SOMMAIRE: Le drame de l'Amérique Centrale, ravagée par des conflits sanglants, est celui de l'équivoque créé par le principe de l'indépendance nationale et de son application, l'Etat-Nation. C'est au nom de telles conceptions que des dictatures militaires se sont établies en Amérique Latine, et que l'armée y a paradoxalement combattu, avant tout, le peuple. Face à cela, l'Europe, ne tirant pas les leçons de convivialité pacifique de la démocratie transnationale qui est inhérente à l'idée d'Union européenne, est dramatiquement incapable de la proposer là où il n'y a ni paix, démocratie, ni transnationalité. (16-1-90)

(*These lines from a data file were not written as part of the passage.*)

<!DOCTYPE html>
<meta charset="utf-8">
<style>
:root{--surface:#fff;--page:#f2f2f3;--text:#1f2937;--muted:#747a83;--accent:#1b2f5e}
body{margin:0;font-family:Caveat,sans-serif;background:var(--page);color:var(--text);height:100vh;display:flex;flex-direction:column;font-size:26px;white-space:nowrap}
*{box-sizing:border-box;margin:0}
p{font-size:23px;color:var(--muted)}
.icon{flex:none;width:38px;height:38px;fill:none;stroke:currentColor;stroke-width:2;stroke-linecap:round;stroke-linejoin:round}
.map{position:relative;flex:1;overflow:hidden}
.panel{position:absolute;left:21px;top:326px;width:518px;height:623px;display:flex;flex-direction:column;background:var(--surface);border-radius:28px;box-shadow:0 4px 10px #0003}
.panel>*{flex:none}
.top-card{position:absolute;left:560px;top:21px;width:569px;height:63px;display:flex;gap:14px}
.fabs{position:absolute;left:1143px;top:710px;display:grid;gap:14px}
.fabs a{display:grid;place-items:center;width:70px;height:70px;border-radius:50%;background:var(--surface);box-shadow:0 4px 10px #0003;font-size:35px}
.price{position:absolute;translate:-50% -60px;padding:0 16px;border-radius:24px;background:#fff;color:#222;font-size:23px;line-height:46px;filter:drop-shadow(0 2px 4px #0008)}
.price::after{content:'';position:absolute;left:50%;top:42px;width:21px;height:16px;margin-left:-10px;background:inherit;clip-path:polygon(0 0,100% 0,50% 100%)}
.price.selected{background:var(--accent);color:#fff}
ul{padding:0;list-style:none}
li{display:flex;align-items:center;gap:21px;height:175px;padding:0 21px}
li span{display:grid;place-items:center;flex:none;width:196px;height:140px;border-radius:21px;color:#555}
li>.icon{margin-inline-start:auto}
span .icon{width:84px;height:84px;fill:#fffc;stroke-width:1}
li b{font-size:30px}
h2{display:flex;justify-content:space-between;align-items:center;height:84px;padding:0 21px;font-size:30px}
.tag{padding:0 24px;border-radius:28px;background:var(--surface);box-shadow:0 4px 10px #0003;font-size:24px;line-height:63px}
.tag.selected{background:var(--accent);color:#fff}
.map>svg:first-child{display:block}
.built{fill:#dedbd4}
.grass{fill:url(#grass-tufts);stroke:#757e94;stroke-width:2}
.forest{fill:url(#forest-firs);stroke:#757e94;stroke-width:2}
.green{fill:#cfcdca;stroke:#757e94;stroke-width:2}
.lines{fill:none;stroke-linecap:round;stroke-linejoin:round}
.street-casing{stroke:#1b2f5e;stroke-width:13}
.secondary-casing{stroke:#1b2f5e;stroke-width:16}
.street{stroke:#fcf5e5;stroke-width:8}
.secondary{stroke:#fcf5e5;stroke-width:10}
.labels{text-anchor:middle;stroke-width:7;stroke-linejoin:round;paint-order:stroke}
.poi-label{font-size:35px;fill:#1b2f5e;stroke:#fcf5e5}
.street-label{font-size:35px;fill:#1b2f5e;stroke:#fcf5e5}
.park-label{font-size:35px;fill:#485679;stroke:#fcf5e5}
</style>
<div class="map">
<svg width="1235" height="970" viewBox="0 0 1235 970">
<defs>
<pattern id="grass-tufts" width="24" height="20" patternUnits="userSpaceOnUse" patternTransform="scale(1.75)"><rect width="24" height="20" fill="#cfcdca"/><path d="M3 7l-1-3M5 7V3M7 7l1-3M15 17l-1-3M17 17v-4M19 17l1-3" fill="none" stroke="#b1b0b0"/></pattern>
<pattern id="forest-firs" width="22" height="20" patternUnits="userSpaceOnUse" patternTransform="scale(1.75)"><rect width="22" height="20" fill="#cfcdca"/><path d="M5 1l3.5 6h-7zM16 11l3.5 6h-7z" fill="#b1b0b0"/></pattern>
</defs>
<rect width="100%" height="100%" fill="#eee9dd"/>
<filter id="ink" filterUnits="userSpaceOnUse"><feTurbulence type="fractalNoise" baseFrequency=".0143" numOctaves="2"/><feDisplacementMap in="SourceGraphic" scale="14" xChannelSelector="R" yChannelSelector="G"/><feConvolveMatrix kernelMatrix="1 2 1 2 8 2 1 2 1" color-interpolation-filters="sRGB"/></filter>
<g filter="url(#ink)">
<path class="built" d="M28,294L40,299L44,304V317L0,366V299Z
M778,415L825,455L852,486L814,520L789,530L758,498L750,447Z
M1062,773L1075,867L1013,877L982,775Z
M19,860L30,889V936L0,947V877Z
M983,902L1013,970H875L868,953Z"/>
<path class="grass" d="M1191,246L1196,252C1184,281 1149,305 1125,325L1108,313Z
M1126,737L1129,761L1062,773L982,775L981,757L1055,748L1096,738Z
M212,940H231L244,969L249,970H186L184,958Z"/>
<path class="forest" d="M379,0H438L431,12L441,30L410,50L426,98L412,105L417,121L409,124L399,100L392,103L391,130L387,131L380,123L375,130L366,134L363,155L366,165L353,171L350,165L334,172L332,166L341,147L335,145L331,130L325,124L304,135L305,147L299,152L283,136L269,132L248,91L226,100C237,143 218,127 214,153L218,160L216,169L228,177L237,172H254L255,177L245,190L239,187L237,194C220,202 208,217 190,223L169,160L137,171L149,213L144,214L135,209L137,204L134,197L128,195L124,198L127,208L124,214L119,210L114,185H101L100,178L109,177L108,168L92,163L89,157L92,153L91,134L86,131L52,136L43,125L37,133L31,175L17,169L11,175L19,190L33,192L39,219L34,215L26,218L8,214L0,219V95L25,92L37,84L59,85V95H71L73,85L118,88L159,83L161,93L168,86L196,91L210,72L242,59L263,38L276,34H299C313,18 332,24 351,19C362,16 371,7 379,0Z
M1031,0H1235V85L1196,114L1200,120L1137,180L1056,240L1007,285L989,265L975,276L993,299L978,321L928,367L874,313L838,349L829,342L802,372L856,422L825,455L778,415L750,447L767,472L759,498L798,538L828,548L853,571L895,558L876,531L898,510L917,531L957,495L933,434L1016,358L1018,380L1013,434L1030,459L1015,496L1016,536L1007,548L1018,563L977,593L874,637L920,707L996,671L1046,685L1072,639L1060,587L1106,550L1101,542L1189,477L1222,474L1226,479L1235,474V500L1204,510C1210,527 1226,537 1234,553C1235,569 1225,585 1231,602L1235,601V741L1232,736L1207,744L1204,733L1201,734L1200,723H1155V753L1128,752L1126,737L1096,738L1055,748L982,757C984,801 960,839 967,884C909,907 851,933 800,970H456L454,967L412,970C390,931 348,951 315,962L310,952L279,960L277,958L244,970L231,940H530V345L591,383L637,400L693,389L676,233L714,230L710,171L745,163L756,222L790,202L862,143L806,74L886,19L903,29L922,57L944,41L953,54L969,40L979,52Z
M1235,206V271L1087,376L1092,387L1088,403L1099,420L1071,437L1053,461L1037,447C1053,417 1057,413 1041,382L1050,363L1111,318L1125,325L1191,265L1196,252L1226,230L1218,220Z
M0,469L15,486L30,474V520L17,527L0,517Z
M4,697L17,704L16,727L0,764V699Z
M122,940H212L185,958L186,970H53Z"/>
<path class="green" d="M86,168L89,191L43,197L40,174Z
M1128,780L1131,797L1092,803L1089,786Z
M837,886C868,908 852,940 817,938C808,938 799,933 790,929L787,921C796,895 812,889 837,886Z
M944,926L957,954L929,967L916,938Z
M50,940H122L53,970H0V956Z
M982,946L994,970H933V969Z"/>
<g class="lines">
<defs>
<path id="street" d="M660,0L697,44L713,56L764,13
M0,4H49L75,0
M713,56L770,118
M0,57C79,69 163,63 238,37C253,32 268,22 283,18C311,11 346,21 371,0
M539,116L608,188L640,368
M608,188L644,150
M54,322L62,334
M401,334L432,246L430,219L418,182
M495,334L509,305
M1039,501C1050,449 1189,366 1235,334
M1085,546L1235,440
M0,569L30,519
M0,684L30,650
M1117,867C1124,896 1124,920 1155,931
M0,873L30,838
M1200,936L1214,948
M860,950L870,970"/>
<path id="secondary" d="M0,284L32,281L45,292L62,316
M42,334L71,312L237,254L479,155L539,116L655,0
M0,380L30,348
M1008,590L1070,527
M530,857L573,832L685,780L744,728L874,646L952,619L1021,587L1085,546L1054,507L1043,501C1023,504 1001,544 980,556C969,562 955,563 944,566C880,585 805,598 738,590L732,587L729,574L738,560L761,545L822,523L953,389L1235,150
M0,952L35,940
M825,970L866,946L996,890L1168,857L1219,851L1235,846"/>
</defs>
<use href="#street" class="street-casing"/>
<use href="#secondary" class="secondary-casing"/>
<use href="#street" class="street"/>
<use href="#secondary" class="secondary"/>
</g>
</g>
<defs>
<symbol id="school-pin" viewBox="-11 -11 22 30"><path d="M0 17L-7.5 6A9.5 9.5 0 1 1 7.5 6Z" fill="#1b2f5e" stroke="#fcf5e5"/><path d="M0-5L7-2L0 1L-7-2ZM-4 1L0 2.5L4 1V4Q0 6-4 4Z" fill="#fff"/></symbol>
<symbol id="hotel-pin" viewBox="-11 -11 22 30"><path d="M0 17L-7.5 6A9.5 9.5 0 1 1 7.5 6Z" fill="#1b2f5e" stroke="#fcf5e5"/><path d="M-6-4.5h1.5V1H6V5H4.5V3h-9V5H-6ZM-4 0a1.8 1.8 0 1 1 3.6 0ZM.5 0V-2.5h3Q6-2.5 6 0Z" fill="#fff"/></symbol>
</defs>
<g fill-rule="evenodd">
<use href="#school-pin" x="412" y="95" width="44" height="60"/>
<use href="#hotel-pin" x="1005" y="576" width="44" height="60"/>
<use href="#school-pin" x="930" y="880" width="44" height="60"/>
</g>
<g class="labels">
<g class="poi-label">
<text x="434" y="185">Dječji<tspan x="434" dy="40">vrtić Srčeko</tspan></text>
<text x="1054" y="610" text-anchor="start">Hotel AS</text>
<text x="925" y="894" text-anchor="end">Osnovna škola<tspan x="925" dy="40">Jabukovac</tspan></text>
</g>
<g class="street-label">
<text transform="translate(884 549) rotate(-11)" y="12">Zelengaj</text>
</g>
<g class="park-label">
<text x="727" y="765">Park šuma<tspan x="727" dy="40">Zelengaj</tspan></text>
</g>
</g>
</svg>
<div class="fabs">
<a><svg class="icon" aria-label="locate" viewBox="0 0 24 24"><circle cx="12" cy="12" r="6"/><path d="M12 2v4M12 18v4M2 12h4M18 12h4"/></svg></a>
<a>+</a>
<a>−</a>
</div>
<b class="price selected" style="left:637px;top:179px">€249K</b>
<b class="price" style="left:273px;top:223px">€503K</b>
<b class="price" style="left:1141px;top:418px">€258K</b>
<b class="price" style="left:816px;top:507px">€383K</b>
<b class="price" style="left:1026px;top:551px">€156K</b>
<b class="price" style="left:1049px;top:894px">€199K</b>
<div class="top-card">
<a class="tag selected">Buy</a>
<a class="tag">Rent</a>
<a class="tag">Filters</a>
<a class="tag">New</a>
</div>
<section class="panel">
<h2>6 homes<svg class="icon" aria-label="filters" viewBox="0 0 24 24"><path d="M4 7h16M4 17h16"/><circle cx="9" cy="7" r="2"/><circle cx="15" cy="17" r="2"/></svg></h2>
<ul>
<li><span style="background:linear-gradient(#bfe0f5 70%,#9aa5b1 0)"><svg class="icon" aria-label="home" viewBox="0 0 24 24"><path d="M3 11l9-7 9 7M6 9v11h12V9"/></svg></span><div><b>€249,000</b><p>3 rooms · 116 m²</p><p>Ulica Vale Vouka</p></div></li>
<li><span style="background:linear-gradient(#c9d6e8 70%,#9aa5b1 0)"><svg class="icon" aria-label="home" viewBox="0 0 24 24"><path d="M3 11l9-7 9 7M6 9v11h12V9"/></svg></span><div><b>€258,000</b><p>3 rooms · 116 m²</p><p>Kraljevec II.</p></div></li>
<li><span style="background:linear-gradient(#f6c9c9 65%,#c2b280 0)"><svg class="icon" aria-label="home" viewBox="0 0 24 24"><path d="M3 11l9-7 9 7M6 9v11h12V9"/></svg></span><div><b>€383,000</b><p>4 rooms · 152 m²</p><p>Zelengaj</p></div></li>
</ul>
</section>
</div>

Pannella (NI). - (IT) Monsieur le Président, j'ai l'impression que nous sommes en train de discuter comme des experts comptables, ou des amis loyaux de l'une ou l'autre partie, d'une tragédie qui ne pourra, dans ces conditions, que se poursuivre, Monsieur le Président, depuis que la culture conjointe du stalinisme, du fascisme, de positions jacobino-militaires tardives a donné au monde le mythe des indépendances nationales, auquel la droite et la gauche ont rendu hommage - ce mithe infâme de la mort des peuples: 130, 140 dictatures qui ont créé une réalité pire que celle de l'époque coloniale, pour les peuples -, tant que nous continuerons de penser que les Etats nationaux pourront engendrer autre chose que tragédie et violence, tant que les chancelleries européennes ne ressentiront pas l'intérêt qu'a également l'Europe à ce que cette position soit finalement abandonnée et à ce que s'impose une conception de l'Etat à la fois fédérale et fédérative antijacobine, antistalinienne, anticommuniste, antifasciste,
antiétatique, tant que nous n'aurons pas d'Etats plurinationaux avec 20, 30, 50 langues et ethnies, nous assisterons à des luttes internes et connaîtrons des Etats asphyxiés, dans lesquels, à droite, ce seront toujours les plus démagogues et les plus salauds qui vaincront ou tendront à vaincre, et à gauche, hélas, les plus désespérés par lesconditions d'oppression et de misère qu'ils représentent.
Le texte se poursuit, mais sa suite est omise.